Assigned task: Pick out all lines with the word "xChannelSelector" from the records that follow.

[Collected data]
= = =

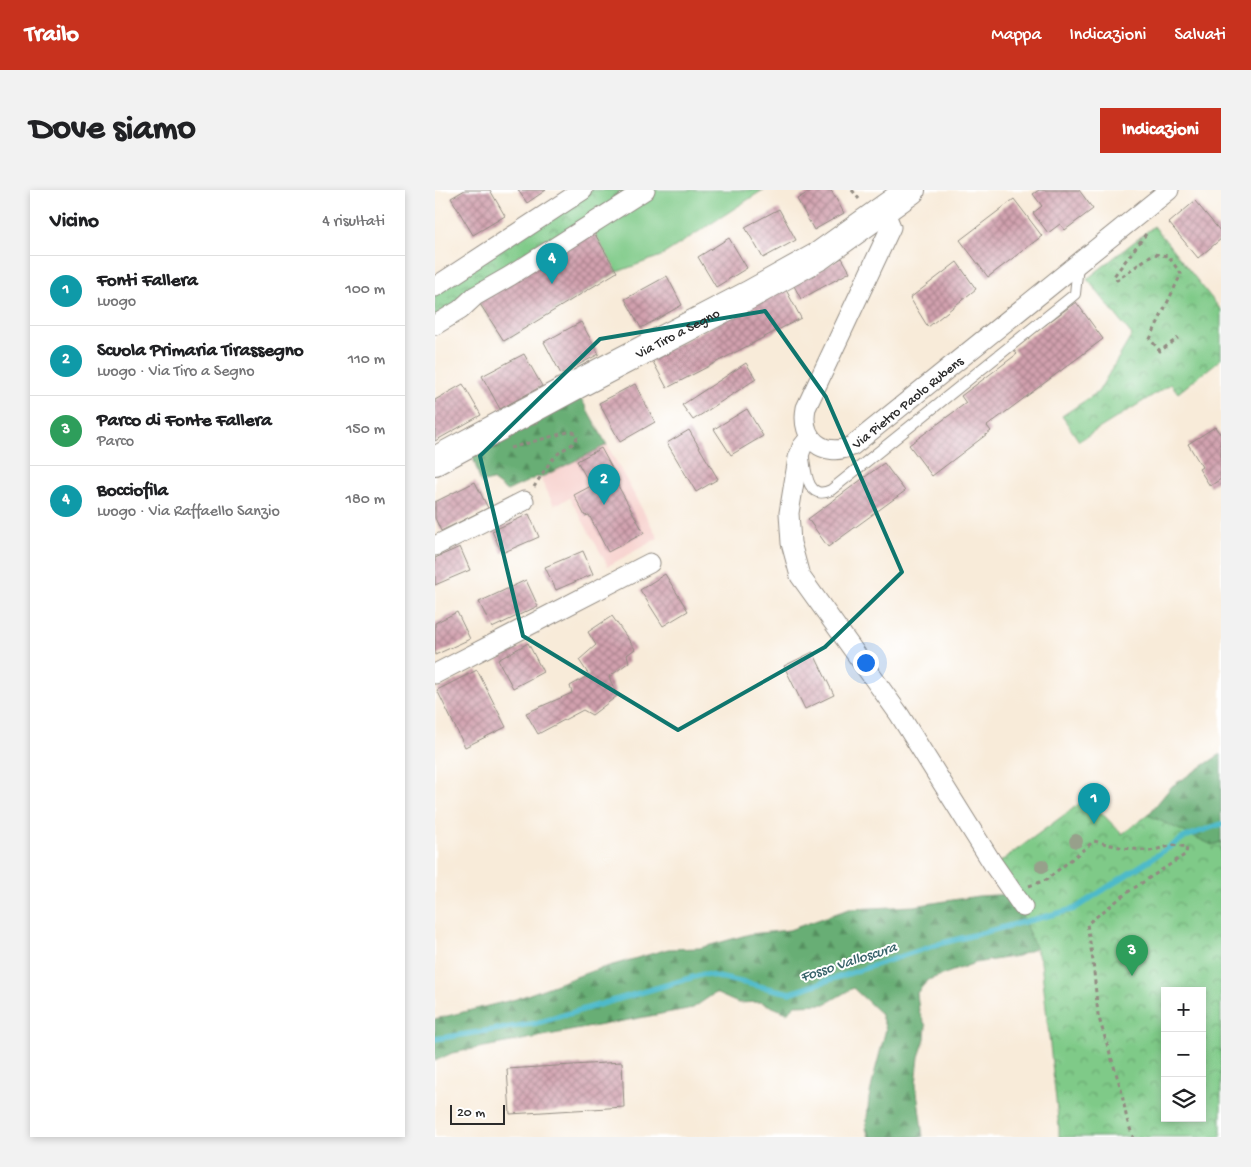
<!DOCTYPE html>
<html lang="it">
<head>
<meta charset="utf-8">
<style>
	body { margin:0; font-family:"Gochi Hand",sans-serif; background:#f2f2f2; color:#202124 }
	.controls { position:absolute; right:15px; bottom:15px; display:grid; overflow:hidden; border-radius:0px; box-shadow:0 2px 8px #0003 }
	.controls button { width:45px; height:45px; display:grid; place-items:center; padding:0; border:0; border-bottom:1px solid #e0e0e0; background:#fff; color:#202124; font:25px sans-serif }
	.scale { position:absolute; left:15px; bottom:12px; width:55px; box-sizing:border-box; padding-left:5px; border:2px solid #2b2b2b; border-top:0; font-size:14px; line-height:18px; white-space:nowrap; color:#2b2b2b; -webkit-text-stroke:4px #fff; paint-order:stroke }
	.you { position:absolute; left:430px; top:472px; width:18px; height:18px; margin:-12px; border:4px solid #fff; border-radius:50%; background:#1a73e8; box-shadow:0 0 0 8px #1a73e833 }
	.badge { display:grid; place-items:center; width:32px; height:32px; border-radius:50%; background:#c8321e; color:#fff; font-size:16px; font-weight:700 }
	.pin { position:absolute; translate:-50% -41px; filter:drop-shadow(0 1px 2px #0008) }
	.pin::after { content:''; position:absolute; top:26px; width:18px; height:15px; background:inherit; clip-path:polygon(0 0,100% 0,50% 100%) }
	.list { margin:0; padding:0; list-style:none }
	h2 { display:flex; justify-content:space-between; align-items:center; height:65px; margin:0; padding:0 20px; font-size:21px }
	h2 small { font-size:16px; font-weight:400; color:#757577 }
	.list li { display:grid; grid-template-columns:32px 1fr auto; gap:15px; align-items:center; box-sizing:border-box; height:70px; padding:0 20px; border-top:1px solid #e0e0e0 }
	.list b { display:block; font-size:19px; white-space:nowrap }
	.list p { margin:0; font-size:16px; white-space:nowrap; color:#757577 }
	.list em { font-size:16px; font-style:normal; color:#757577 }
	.icon { flex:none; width:28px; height:28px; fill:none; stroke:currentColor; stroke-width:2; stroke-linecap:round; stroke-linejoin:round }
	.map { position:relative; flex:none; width:786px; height:947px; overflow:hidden; border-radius:0px }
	header { display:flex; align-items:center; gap:30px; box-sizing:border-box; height:70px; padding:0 25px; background:#c8321e; color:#fff }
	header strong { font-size:24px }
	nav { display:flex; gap:28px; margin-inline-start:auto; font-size:18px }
	.intro { display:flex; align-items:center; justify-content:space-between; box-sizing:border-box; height:120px; padding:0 30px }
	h1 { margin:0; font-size:35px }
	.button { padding:12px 22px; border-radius:0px; background:#c8321e; color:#fff; font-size:18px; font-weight:700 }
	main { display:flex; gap:30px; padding:0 30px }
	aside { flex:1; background:#fff; border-radius:0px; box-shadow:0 2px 8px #0003 }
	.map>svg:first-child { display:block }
	.built { fill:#f7d0cc }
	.grass { fill:#7fca88; stroke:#557a5a }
	.forest { fill:url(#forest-firs); stroke:#496c50 }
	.park { fill:url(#park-crowns); stroke:#557a5a; fill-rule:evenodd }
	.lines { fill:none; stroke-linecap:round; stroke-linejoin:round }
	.stream { stroke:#4ebaca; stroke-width:5.5 }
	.building { fill:url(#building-cross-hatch) }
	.service-casing { stroke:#928b82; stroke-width:12 }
	.minor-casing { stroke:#928b82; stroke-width:21 }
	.secondary-casing { stroke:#928b82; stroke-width:30 }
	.path { stroke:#928b82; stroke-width:3; stroke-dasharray:4 4; stroke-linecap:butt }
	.service { stroke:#fff; stroke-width:10 }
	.minor { stroke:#fff; stroke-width:19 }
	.secondary { stroke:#fff; stroke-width:28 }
	.tree { fill:#97a08b }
	.marked { fill:none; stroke:#0f766e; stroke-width:4; stroke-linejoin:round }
	.labels { text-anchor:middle; stroke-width:4; stroke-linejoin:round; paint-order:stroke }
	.street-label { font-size:14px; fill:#2b2b2b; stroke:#fff }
	.water-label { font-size:15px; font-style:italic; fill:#39646b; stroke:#fff }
</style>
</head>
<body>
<header>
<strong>Trailo</strong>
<nav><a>Mappa</a><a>Indicazioni</a><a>Salvati</a></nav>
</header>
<div class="intro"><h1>Dove siamo</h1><a class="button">Indicazioni</a></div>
<main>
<aside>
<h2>Vicino<small>4 risultati</small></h2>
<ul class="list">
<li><span class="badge" style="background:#0f9aa8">1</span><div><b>Fonti Fallera</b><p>Luogo</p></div><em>100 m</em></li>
<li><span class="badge" style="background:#0f9aa8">2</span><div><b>Scuola Primaria Tirassegno</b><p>Luogo · Via Tiro a Segno</p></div><em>110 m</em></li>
<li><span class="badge" style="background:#2e9e5b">3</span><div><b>Parco di Fonte Fallera</b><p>Parco</p></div><em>150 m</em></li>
<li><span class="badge" style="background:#0f9aa8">4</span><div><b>Bocciofila</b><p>Luogo · Via Raffaello Sanzio</p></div><em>180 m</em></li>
</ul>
</aside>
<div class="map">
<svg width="786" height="947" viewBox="0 0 786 947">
	<defs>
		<pattern id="forest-firs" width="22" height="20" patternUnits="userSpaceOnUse" patternTransform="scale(1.25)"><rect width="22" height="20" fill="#67ae74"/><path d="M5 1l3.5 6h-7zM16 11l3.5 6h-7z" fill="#558e5f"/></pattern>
		<pattern id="park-crowns" width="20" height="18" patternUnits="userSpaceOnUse" patternTransform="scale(1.25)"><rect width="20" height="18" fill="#7fca88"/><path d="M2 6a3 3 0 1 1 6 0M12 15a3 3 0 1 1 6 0" fill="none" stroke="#68a46f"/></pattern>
		<pattern id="building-cross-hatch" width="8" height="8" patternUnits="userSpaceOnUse" patternTransform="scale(1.25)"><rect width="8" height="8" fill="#d1a0ae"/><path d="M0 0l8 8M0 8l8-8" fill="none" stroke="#aa838e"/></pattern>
	</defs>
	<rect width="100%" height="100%" fill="#fff"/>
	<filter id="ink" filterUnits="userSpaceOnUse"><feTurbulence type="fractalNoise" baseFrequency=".02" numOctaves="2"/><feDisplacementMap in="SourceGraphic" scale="10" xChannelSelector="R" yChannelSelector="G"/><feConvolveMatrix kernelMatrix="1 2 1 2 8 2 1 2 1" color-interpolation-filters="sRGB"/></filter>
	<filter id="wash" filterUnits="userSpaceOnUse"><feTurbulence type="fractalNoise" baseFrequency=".0096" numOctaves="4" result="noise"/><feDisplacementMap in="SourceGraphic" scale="20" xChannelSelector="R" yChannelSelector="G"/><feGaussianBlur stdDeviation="1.12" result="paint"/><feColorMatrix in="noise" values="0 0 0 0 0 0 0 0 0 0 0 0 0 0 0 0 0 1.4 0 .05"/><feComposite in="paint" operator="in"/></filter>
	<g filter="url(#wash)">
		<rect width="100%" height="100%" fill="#f8ebd9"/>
		<!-- built -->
		<path class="built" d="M 172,255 L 223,348 L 173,376 L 135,308 L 119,315 L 105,288 Z"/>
		<!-- grass -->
		<path class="grass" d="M 208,0 L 328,0 L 226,66 L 182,82 L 69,151 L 40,106 Z"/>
		<!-- forest -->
		<path class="forest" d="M 143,203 L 172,255 L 105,288 L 102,287 L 72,301 L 57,290 L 46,293 L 36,261 Z
			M 786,564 L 786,652 L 751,664 L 617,751 L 583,766 L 540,773 L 515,782 L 493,790 L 482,803 L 484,821 L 491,836 L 490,849 L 484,867 L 481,894 L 488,947 L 434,947 L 431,938 L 434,908 L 439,885 L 451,839 L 445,823 L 418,798 L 390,814 L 361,815 L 352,823 L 326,812 L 303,813 L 280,803 L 258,818 L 17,863 L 0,871 L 0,829 L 81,809 L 157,781 L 233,759 L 265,758 L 315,744 L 354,740 L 414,719 L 479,716 L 543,706 L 611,702 L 713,625 L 737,596 Z"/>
		<!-- park -->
		<path class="park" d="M 148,0 L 210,0 L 0,133 L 0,97 Z
			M 719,36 L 786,120 L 786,169 L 743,203 L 736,194 L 644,251 L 627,226 L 663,202 L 697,145 L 652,89 Z
			M 652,608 L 687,644 L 713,625 L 777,655 L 786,652 L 786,947 L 624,947 L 624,938 L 606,772 L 585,721 L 561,675 ZM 730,801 L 767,801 L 767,928 L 730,928 Z"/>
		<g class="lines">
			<!-- stream -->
			<path class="stream" d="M 0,849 L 102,833 L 269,784 L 355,803 L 504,754 L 639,719 L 750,647 L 786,634"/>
		</g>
		<g id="blocks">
			<!-- building -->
			<path class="building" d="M 30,0 L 55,0 L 70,26 L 38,45 L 16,8 Z
				M 83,0 L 111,0 L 92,13 Z
				M 377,0 L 396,0 L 409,23 L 379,40 L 362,9 Z
				M 604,0 L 644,0 L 658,19 L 630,40 L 625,34 L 613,43 L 598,23 L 607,16 L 598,4 Z
				M 579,9 L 607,46 L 553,87 L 525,50 Z
				M 760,11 L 786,42 L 786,49 L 763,68 L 734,33 Z
				M 344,19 L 361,50 L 328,68 L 310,37 Z
				M 157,39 L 182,82 L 69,151 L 43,111 Z
				M 294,48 L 312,78 L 281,97 L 263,67 Z
				M 407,68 L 415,82 L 366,109 L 358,94 Z
				M 522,72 L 541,99 L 493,137 L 475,108 Z
				M 232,86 L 247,115 L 206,138 L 190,109 Z
				M 350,98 L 366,128 L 232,198 L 216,168 Z
				M 641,112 L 668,149 L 552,236 L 556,241 L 497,286 L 474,255 L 531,213 L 526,206 L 582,164 L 578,159 Z
				M 146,132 L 164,164 L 126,184 L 109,152 Z
				M 89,164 L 107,196 L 65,219 L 47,186 Z
				M 311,173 L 321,189 L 258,230 L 247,215 Z
				M 28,194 L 46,225 L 0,251 L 0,210 Z
				M 200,194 L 220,232 L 185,252 L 164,213 Z
				M 312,219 L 328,246 L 296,265 L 279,239 Z
				M 780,237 L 786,245 L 786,289 L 775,296 L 764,279 L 767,277 L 753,254 Z
				M 254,240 L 283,289 L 261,302 L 232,253 Z
				M 166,258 L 184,291 L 181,292 L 209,343 L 173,362 L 154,325 L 150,326 L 139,305 L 156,296 L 142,271 Z
				M 449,273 L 470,301 L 393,357 L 373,329 Z
				M 40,292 L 53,318 L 6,341 L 0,328 L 0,312 Z
				M 94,324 L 104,347 L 67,363 L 57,341 Z
				M 25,357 L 35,380 L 0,395 L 0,368 Z
				M 148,361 L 158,384 L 121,400 L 110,377 Z
				M 230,384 L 253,421 L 228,436 L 205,400 Z
				M 91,390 L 103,416 L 57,438 L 44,412 Z
				M 22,422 L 35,449 L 0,465 L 0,433 Z
				M 177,426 L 200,459 L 192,465 L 194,472 L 174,487 L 182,506 L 157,525 L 148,520 L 103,544 L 91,523 L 137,503 L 135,496 L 154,485 L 144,470 L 161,455 L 153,442 Z
				M 93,453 L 108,482 L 78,498 L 63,470 Z
				M 378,462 L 399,505 L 370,519 L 349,476 Z
				M 42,480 L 71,537 L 30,557 L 2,500 Z
				M 187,872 L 189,917 L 75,924 L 72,879 Z"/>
		</g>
	</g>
	<g filter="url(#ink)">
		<use href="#blocks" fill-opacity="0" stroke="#928b82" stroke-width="1"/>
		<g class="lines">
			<defs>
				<path id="service" d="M 369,268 C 371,284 373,311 396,300 L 640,104 L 643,75"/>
				<g id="minor">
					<path id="s1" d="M 449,20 L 456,37 L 371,218 C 365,249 388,268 417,256 L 734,0"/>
					<path d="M 0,97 L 148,0"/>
					<path d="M 0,135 L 25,120 L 40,106 L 75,86 L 210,0"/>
					<path d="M 375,247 L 367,257 L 363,268 L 354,323 L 356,353 L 365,386 L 464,524 L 558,674 L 588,717"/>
					<path d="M 0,356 L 89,311"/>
					<path d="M 0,484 L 215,373"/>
				</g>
				<g id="secondary">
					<path id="s2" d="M 0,271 L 141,195 L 314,105 L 384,66 L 476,0"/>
				</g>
			</defs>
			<!-- service casing -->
			<use href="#service" class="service-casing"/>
			<!-- minor casing -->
			<use href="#minor" class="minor-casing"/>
			<!-- secondary casing -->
			<use href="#secondary" class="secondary-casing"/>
			<!-- path -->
			<path class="path" d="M 417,0 L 424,9
				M 711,44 L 679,86 L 682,90 L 718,64 L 733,66 L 746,84 L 715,149 L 725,161 L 743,148
				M 75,258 L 133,242 L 138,242 L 142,244 C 143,254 131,257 125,262 C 114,271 106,286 99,297
				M 594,696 L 611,690 L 659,651 L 689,658 L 715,661 L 739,655 L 752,657 L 751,664 L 693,702 L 652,734 L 658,771 L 663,825 L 686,899 L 692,930 L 698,947"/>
			<!-- service -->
			<use href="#service" class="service"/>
			<!-- minor -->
			<use href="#minor" class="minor"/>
			<!-- secondary -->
			<use href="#secondary" class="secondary"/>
		</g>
		<!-- trees -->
		<g class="tree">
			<circle cx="641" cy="651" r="7"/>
			<circle cx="607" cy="676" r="7"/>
		</g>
	</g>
	<!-- marked area -->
	<path class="marked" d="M 330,121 L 391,207 L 467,382 L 390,457 L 243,540 L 88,446 L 45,266 L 165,149 Z"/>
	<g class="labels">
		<!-- street labels -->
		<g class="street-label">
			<text dy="5" stroke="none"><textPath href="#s2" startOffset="274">Via Tiro a Segno</textPath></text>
			<text dy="5" stroke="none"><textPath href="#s1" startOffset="365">Via Pietro Paolo Rubens</textPath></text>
		</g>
		<!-- water labels -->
		<g class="water-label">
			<text transform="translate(413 771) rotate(-18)" y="5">Fosso Valloscura</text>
		</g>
	</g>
</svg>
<div class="controls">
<button>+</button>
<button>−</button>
<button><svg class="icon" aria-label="layers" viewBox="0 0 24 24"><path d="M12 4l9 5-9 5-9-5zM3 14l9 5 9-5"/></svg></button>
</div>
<div class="scale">20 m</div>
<div class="you"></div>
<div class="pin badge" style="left:659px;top:634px;background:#0f9aa8">1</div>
<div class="pin badge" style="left:169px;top:315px;background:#0f9aa8">2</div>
<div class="pin badge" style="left:697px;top:786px;background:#2e9e5b">3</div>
<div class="pin badge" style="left:117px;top:94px;background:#0f9aa8">4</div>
</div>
</main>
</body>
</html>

= = =

Completed exercise:
	<filter id="ink" filterUnits="userSpaceOnUse"><feTurbulence type="fractalNoise" baseFrequency=".02" numOctaves="2"/><feDisplacementMap in="SourceGraphic" scale="10" xChannelSelector="R" yChannelSelector="G"/><feConvolveMatrix kernelMatrix="1 2 1 2 8 2 1 2 1" color-interpolation-filters="sRGB"/></filter>
	<filter id="wash" filterUnits="userSpaceOnUse"><feTurbulence type="fractalNoise" baseFrequency=".0096" numOctaves="4" result="noise"/><feDisplacementMap in="SourceGraphic" scale="20" xChannelSelector="R" yChannelSelector="G"/><feGaussianBlur stdDeviation="1.12" result="paint"/><feColorMatrix in="noise" values="0 0 0 0 0 0 0 0 0 0 0 0 0 0 0 0 0 1.4 0 .05"/><feComposite in="paint" operator="in"/></filter>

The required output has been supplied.